| WHAT TO DO |
Nothing but an exact copy of the data should be given.

BEGIN EXTRACTED DATA

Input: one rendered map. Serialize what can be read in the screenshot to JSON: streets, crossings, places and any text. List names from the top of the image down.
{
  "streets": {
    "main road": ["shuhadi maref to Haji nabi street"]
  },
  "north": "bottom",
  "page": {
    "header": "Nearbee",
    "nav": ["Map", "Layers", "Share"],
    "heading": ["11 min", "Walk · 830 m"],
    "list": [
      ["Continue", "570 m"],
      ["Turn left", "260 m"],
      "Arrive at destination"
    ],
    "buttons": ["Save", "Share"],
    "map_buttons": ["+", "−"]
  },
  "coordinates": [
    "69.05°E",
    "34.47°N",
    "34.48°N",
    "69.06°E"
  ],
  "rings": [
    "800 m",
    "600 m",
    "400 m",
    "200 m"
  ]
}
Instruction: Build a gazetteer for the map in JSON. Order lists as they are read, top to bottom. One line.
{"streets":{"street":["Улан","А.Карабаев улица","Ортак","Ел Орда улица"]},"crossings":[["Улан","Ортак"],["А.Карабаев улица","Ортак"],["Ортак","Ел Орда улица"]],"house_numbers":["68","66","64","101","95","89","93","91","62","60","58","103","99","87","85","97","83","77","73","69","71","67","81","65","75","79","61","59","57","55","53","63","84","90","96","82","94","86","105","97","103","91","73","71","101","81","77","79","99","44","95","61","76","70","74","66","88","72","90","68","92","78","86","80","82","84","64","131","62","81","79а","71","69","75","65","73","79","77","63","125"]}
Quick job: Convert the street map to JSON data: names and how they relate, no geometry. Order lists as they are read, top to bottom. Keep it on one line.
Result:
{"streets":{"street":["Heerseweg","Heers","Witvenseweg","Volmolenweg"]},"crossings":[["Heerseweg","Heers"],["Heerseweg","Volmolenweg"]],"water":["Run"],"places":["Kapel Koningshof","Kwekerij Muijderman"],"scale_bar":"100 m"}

END EXTRACTED DATA

| TASK OUTPUT |
Input: one rendered map. Serialize what can be read in the screenshot to JSON: streets, crossings, places and any text. List names from the top of the image down.
{
  "streets": {
    "main road": ["shuhadi maref to Haji nabi street"]
  },
  "north": "bottom",
  "page": {
    "header": "Nearbee",
    "nav": ["Map", "Layers", "Share"],
    "heading": ["11 min", "Walk · 830 m"],
    "list": [
      ["Continue", "570 m"],
      ["Turn left", "260 m"],
      "Arrive at destination"
    ],
    "buttons": ["Save", "Share"],
    "map_buttons": ["+", "−"]
  },
  "coordinates": [
    "69.05°E",
    "34.47°N",
    "34.48°N",
    "69.06°E"
  ],
  "rings": [
    "800 m",
    "600 m",
    "400 m",
    "200 m"
  ]
}
Instruction: Build a gazetteer for the map in JSON. Order lists as they are read, top to bottom. One line.
{"streets":{"street":["Улан","А.Карабаев улица","Ортак","Ел Орда улица"]},"crossings":[["Улан","Ортак"],["А.Карабаев улица","Ортак"],["Ортак","Ел Орда улица"]],"house_numbers":["68","66","64","101","95","89","93","91","62","60","58","103","99","87","85","97","83","77","73","69","71","67","81","65","75","79","61","59","57","55","53","63","84","90","96","82","94","86","105","97","103","91","73","71","101","81","77","79","99","44","95","61","76","70","74","66","88","72","90","68","92","78","86","80","82","84","64","131","62","81","79а","71","69","75","65","73","79","77","63","125"]}
Quick job: Convert the street map to JSON data: names and how they relate, no geometry. Order lists as they are read, top to bottom. Keep it on one line.
Result:
{"streets":{"street":["Heerseweg","Heers","Witvenseweg","Volmolenweg"]},"crossings":[["Heerseweg","Heers"],["Heerseweg","Volmolenweg"]],"water":["Run"],"places":["Kapel Koningshof","Kwekerij Muijderman"],"scale_bar":"100 m"}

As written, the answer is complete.